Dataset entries
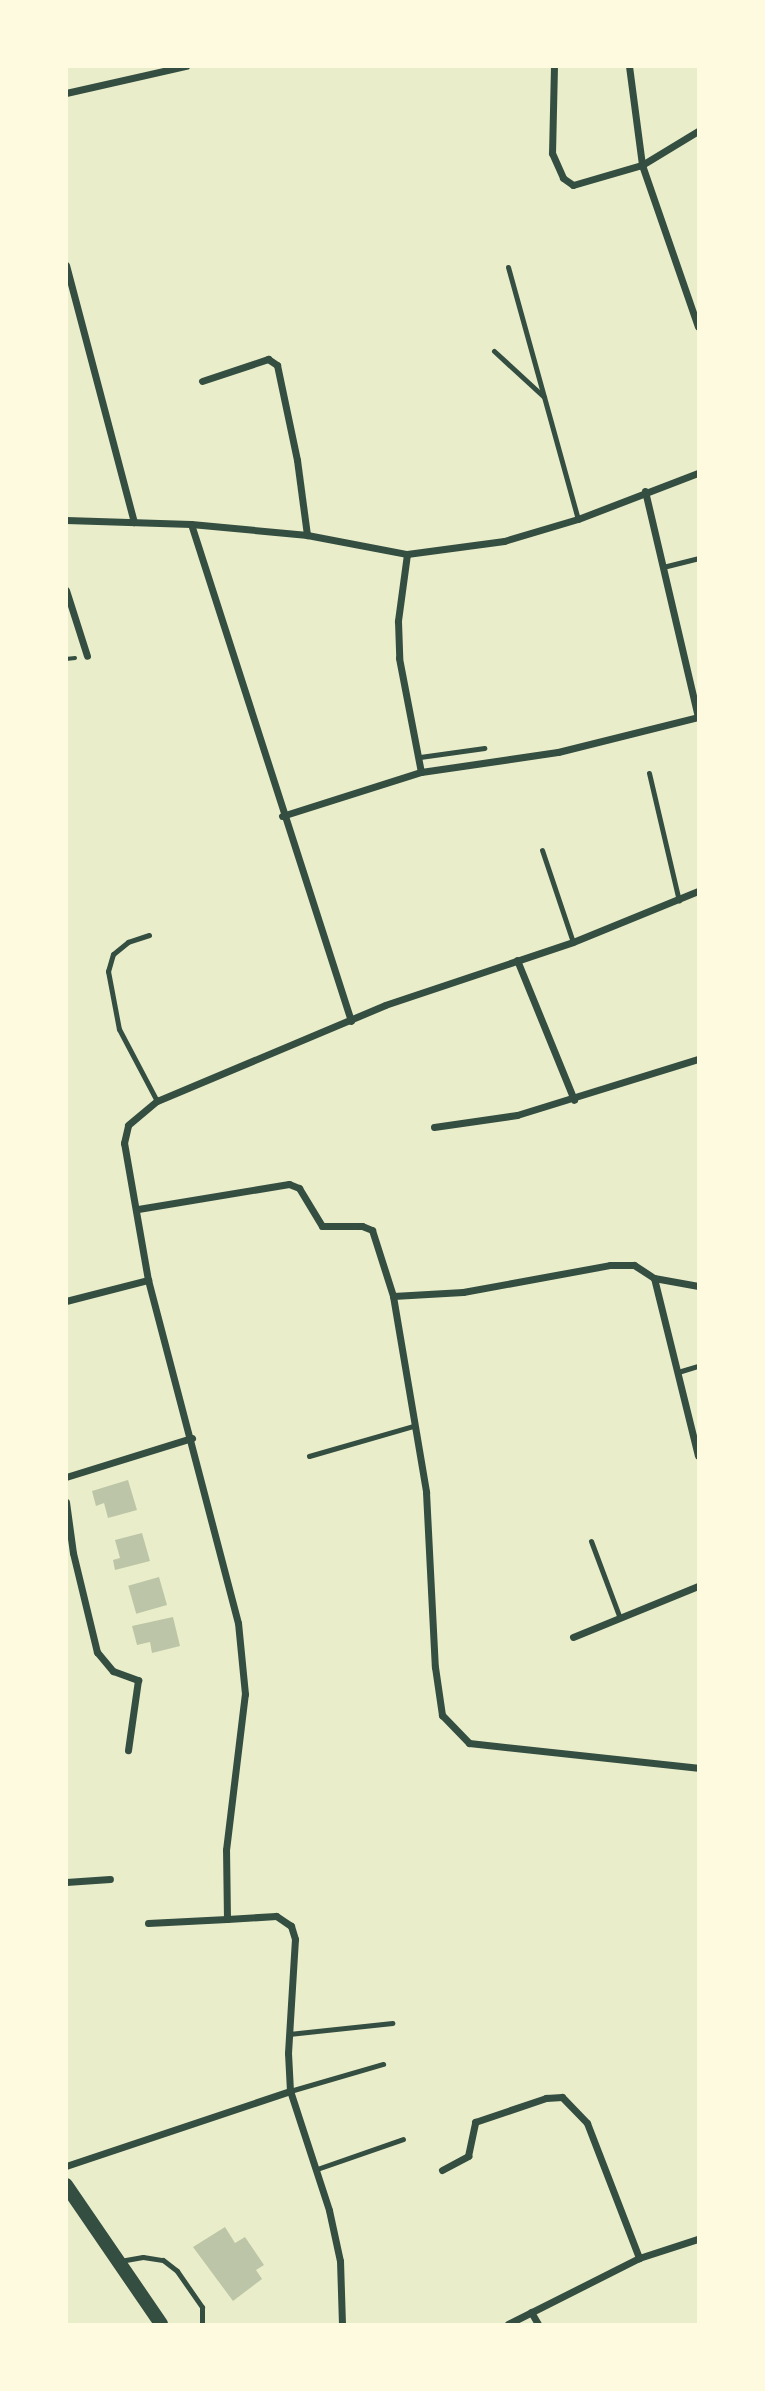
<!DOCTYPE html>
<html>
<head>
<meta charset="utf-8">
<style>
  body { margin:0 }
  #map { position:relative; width:765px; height:2391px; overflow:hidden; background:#e9edc9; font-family:"Nunito Sans",sans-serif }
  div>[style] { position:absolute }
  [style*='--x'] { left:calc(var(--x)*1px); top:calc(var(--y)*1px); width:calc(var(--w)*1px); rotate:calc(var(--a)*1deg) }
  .building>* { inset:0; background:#bcc5a7; transform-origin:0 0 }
  .path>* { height:3.5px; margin:-1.75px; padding:0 1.75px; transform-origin:1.75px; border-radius:1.75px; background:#344e41 }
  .service>* { height:5px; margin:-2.5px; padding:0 2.5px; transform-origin:2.5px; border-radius:2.5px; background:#344e41 }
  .minor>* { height:7px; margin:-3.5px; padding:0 3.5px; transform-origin:3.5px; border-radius:3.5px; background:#344e41 }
  .secondary>* { height:14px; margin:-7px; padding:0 7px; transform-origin:7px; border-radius:7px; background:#344e41 }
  span { translate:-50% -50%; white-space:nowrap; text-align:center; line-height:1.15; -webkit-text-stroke:7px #fefae0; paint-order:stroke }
  .frame { position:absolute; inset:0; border:68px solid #fefae0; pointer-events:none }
</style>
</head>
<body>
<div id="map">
  <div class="building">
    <div style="clip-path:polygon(128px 1480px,137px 1510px,108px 1518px,104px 1503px,96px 1506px,92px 1491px)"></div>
    <div style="clip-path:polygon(142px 1533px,150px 1561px,115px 1570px,113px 1560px,120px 1558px,115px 1540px)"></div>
    <div style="left:159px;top:1577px;width:29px;height:32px;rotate:74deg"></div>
    <div style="clip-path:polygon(173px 1617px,180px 1646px,152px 1653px,150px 1642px,137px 1645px,132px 1626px)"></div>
    <div style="clip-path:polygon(225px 2227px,235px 2243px,245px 2237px,264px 2265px,256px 2270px,262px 2279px,233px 2301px,193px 2247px)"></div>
  </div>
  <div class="path">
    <div style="--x:66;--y:659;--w:9;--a:-6"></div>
  </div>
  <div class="service">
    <div style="--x:508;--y:267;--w:262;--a:74.5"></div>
    <div style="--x:494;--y:351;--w:68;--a:42.6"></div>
    <div style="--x:663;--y:567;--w:36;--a:-14"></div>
    <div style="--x:420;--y:757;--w:65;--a:-8"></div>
    <div style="--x:649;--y:773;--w:131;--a:76.8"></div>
    <div style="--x:542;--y:850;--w:97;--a:71.4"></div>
    <div style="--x:149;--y:935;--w:22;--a:162"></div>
    <div style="--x:128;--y:942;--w:19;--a:141"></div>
    <div style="--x:113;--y:954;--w:18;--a:106"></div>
    <div style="--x:108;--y:971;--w:59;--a:79.3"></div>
    <div style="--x:119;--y:1029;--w:81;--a:62.2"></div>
    <div style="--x:678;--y:1372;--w:21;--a:-17"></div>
    <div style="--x:309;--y:1456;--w:108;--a:-16.1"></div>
    <div style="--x:591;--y:1541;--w:82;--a:69.4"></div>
    <div style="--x:289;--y:2034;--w:104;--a:-6.1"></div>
    <div style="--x:290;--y:2091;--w:97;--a:-16.2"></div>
    <div style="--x:317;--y:2169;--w:91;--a:-19.2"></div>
    <div style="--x:120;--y:2261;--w:23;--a:-10"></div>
    <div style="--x:143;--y:2257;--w:20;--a:9"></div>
    <div style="--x:163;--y:2260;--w:18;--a:38"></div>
    <div style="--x:177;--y:2271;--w:44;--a:55.2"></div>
    <div style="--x:202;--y:2307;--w:17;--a:90"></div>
  </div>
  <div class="minor">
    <div style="--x:554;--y:66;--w:87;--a:91.3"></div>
    <div style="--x:552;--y:153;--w:27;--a:66"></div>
    <div style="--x:563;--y:178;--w:12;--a:35"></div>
    <div style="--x:573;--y:185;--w:72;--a:-16.2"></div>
    <div style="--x:642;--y:165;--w:66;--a:-31.3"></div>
    <div style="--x:629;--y:66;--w:100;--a:82.5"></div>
    <div style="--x:642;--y:165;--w:171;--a:70.9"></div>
    <div style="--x:66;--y:93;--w:123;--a:-12.7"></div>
    <div style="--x:66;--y:265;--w:266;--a:75.2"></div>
    <div style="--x:202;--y:381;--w:70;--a:-18.4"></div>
    <div style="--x:268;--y:359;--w:11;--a:34"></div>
    <div style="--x:277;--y:365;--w:97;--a:78.1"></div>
    <div style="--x:297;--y:460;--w:76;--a:82.4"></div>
    <div style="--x:645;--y:491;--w:232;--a:76.8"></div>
    <div style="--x:66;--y:520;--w:125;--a:1.8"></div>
    <div style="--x:191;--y:524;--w:117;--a:5.4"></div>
    <div style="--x:307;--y:535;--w:102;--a:10.8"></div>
    <div style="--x:407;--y:554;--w:98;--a:-7.6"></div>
    <div style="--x:504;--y:541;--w:77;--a:-16.6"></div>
    <div style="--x:578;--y:519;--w:129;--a:-21"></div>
    <div style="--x:191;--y:524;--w:522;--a:72.15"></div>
    <div style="--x:407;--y:554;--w:68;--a:97.7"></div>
    <div style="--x:398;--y:621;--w:37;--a:88"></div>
    <div style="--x:399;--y:658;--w:116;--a:79.1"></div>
    <div style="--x:66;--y:590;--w:69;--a:72.3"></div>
    <div style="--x:282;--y:816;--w:146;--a:-17.6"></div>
    <div style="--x:421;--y:772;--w:138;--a:-8.3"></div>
    <div style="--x:558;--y:752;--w:144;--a:-14"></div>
    <div style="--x:517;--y:960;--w:151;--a:67.8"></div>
    <div style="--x:434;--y:1127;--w:84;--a:-8.2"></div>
    <div style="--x:517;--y:1115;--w:189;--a:-17.2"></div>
    <div style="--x:138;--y:1209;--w:153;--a:-9.4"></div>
    <div style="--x:289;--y:1184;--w:11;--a:22"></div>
    <div style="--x:299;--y:1188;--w:44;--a:58.8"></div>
    <div style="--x:322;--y:1226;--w:40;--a:0"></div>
    <div style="--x:362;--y:1226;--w:11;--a:22"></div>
    <div style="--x:372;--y:1230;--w:69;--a:72.3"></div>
    <div style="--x:393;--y:1296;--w:199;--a:80.4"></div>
    <div style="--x:426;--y:1492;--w:175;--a:87.1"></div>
    <div style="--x:435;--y:1667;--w:49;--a:81.7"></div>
    <div style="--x:442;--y:1715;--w:39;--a:46"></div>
    <div style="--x:469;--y:1743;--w:230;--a:6.2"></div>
    <div style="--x:654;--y:1278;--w:183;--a:76.1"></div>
    <div style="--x:393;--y:1296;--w:70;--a:-3.3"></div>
    <div style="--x:463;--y:1292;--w:149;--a:-10.4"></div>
    <div style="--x:610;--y:1265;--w:24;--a:0"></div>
    <div style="--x:634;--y:1265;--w:24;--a:33"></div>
    <div style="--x:654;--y:1278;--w:45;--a:10.3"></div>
    <div style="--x:66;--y:1301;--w:85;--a:-14.4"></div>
    <div style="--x:66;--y:1477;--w:132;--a:-17.2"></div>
    <div style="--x:66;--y:1502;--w:51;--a:82.2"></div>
    <div style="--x:73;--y:1553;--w:102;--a:76.4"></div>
    <div style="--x:97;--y:1652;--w:25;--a:50"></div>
    <div style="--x:113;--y:1671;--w:27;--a:20"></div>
    <div style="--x:138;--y:1680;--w:71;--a:98.1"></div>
    <div style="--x:573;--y:1637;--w:135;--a:-22.2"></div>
    <div style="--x:66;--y:1882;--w:44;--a:-3.9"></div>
    <div style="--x:148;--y:1923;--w:79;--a:-2.9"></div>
    <div style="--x:66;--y:2166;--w:236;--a:-18.5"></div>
    <div style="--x:442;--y:2170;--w:30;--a:-28"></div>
    <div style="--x:468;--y:2156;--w:35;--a:-78"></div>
    <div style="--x:475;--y:2122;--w:75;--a:-18.7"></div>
    <div style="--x:546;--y:2098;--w:16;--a:-4"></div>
    <div style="--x:562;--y:2097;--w:36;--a:46"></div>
    <div style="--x:587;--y:2123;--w:145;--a:68.9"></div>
    <div style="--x:531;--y:2312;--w:14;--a:60"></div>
    <div style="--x:342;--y:2324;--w:63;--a:-91.8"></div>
    <div style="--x:340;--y:2261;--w:52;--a:-102.2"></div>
    <div style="--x:329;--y:2210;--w:125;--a:-108.1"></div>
    <div style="--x:290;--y:2091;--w:38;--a:-93"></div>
    <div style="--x:288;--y:2053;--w:114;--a:-86.5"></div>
    <div style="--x:295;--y:1939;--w:14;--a:-107"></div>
    <div style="--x:291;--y:1926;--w:18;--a:-146"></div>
    <div style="--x:276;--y:1916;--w:49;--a:176.5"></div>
    <div style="--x:227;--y:1919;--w:69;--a:-90.8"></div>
    <div style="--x:226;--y:1850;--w:157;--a:-83.1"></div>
    <div style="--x:245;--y:1694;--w:71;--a:-95.6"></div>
    <div style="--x:238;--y:1623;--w:355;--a:-104.7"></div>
    <div style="--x:148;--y:1280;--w:139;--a:-99.9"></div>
    <div style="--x:124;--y:1143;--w:18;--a:-77"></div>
    <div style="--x:128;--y:1125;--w:38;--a:-40"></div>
    <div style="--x:157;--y:1101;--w:247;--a:-22.8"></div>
    <div style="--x:385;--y:1005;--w:198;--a:-18.5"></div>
    <div style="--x:573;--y:942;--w:135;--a:-22.2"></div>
    <div style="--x:508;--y:2324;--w:147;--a:-26.7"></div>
    <div style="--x:639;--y:2258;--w:62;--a:-17.9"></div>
  </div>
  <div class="secondary">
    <div style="--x:66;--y:2185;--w:168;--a:55.6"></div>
  </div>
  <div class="frame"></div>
</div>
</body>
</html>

## EXERCISE OBJECTIVE
Among the lines above, which contain the word "service"? Copy every one.

## RESPONSE BOX
  .service>* { height:5px; margin:-2.5px; padding:0 2.5px; transform-origin:2.5px; border-radius:2.5px; background:#344e41 }
  <div class="service">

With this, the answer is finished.